The advantage of doing without scanner, copier and all those extra features is that it keeps the price of your printer down, and the Deskjet 1000’s current price of just £19.99 is hard to beat if you’re on a tight budget. Yet despite the low price the Deskjet 1000 actually performs pretty well.
Text quality is very good, with smoothly detailed text that would give a more expensive laser printer a run for its money. The print speed was pretty good too – right on HP’s estimate of 5.5 pages per minute. Coloured documents were slightly slower at 3ppm, but that still makes it a match for many of its more expensive rivals.

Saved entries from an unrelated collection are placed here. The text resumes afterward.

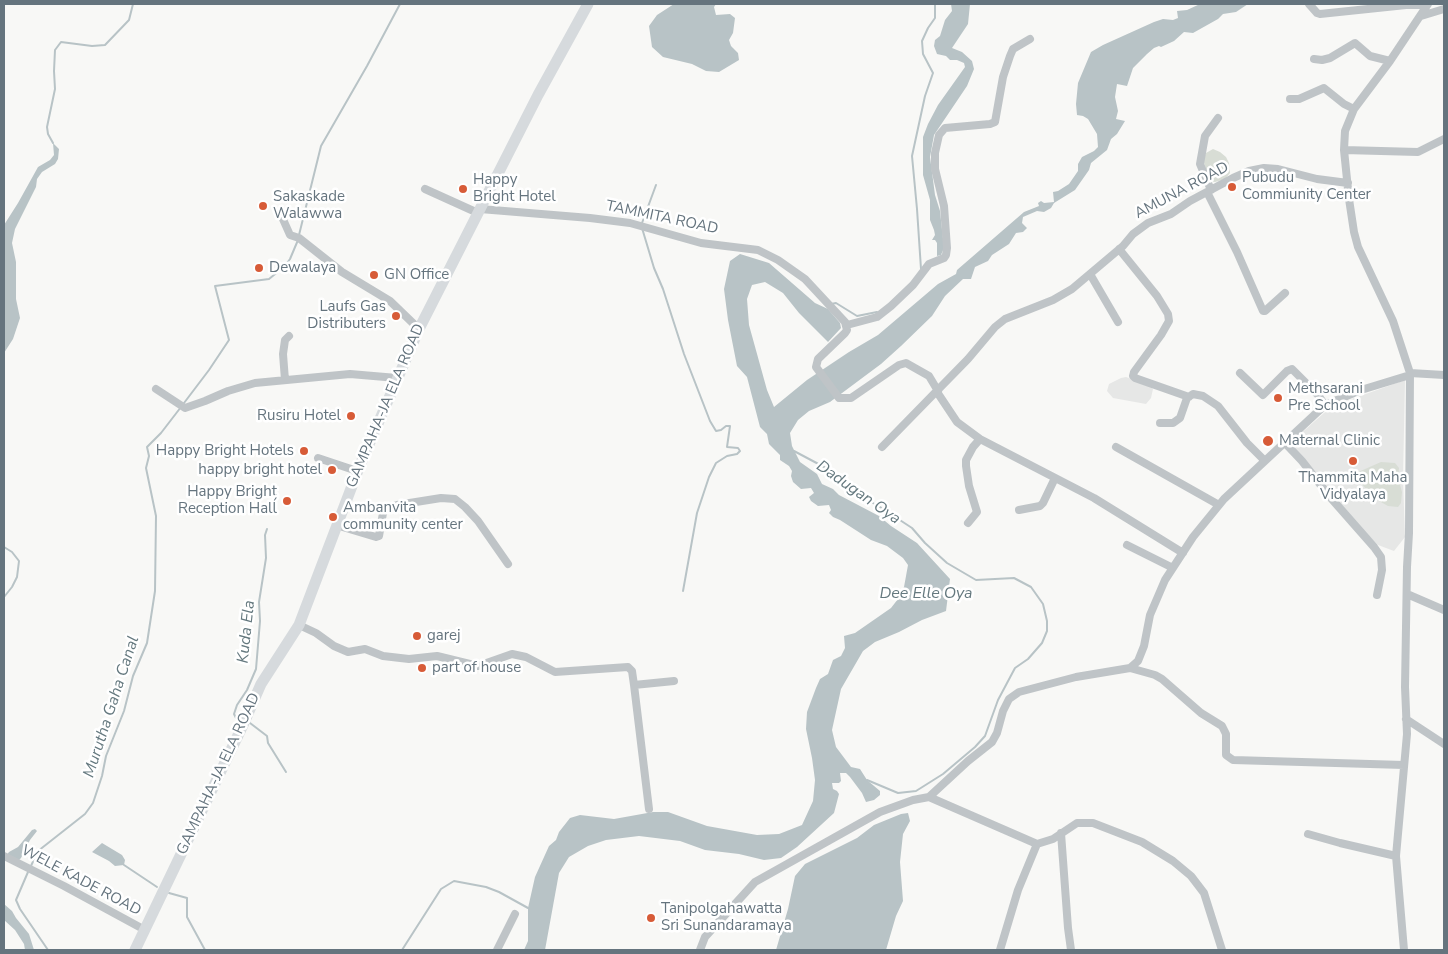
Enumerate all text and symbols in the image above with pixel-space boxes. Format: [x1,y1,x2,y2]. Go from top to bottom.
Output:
street label: AMUNA ROAD [1132,159,1232,223]
place label: Pubudu Commiunity Center [1242,169,1371,204]
place label: Happy Bright Hotel [473,171,556,206]
marker: Pubudu Commiunity Center [1226,181,1238,193]
marker: Happy Bright Hotel [457,183,469,195]
place label: Sakaskade Walawwa [273,188,345,223]
street label: TAMMITA ROAD [604,197,720,239]
marker: Sakaskade Walawwa [257,200,269,212]
place label: Dewalaya [269,259,336,277]
marker: Dewalaya [253,262,265,274]
place label: GN Office [384,266,449,284]
marker: GN Office [368,269,380,281]
place label: Laufs Gas Distributers [307,298,386,333]
marker: Laufs Gas Distributers [390,310,402,322]
street label: GAMPAHA-JA ELA ROAD [343,321,429,491]
place label: Methsarani Pre School [1288,380,1363,415]
marker: Methsarani Pre School [1272,392,1284,404]
place label: Rusiru Hotel [257,407,341,425]
marker: Rusiru Hotel [345,410,357,422]
place label: Maternal Clinic [1279,432,1380,450]
marker: Maternal Clinic [1261,434,1275,448]
place label: Happy Bright Hotels [156,442,294,460]
marker: Happy Bright Hotels [298,445,310,457]
marker: Thammita Maha Vidyalaya [1347,455,1359,467]
water label: Dadugan Oya [812,457,904,529]
place label: happy bright hotel [198,461,322,479]
marker: happy bright hotel [326,464,338,476]
place label: Thammita Maha Vidyalaya [1299,469,1407,504]
place label: Happy Bright Reception Halĺ [178,483,277,518]
marker: Happy Bright Reception Halĺ [281,495,293,507]
place label: Ambanvita community center [343,499,463,534]
marker: Ambanvita community center [327,511,339,523]
water label: Dee Elle Oya [879,584,973,604]
water label: Kuda Ela [234,600,260,664]
place label: garej [427,627,461,645]
marker: garej [411,630,423,642]
water label: Murutha Gaha Canal [80,634,144,780]
place label: part of house [432,659,521,677]
marker: part of house [416,662,428,674]
street label: GAMPAHA-JA ELA ROAD [174,690,264,858]
street label: WELE KADE ROAD [18,842,144,920]
place label: Tanipolgahawatta Sri Sunandaramaya [661,900,792,935]
marker: Tanipolgahawatta Sri Sunandaramaya [645,912,657,924]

Photo output on plain paper showed some very slight signs of banding, but wasn’t a problem when using the photo papers designed for this purpose. However, the 100 seconds printing time for a 4x6in postcard print makes it clear that the Deskjet is really only suitable for occasional photo prints.

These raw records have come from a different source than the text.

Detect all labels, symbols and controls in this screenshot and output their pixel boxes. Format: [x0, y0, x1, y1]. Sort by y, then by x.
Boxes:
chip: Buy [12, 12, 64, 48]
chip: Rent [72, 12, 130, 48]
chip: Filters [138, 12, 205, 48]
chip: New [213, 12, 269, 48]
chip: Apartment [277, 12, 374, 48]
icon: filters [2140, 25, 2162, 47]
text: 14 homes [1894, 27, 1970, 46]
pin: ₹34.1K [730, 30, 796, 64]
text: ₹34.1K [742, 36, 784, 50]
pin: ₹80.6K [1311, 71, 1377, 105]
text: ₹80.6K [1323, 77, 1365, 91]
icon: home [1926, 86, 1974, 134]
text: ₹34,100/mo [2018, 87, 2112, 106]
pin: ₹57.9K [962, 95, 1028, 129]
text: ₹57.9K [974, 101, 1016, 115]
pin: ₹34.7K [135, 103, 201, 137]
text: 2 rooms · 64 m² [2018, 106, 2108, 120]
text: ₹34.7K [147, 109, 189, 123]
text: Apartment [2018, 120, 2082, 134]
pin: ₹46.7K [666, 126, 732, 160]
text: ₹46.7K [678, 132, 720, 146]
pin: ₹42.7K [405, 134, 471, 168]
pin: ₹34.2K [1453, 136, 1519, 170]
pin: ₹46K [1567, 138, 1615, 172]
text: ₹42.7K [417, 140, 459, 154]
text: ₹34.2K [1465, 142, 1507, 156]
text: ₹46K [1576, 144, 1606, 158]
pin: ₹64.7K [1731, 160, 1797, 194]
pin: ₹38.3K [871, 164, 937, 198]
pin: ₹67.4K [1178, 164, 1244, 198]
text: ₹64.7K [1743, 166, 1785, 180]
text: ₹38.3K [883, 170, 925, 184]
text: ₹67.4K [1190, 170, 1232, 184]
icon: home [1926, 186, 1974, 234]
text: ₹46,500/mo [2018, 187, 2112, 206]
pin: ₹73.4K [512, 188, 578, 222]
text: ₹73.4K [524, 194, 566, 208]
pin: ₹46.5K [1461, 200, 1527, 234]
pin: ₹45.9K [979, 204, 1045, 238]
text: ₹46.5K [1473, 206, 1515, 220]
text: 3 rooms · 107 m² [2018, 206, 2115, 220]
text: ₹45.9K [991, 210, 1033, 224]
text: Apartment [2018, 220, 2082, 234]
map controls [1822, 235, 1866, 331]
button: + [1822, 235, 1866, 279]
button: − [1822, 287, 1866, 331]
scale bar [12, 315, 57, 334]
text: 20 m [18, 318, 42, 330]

That impression is confirmed by the Deskjet’s running costs. HP’s ink cartridges cost roughly the same as those of its rivals, but the page yields for those cartridges are definitely below average – less than 200 pages for simple black and white documents – and that pushes the printing costs up to almost 7p per page for black and white, and 17p per page for colour documents. To be fair, HP does sell ‘XL’ cartridges and value packs that can cut those costs considerably, but it’s clear that the Deskjet 1000 is really just intended for home users with very light printing requirements.
Needless to say, as well as being a single function inkjet printer, the Deskjet 1000 has neither Wi-Fi nor a memory card slot for printing photos straight from a digital camera.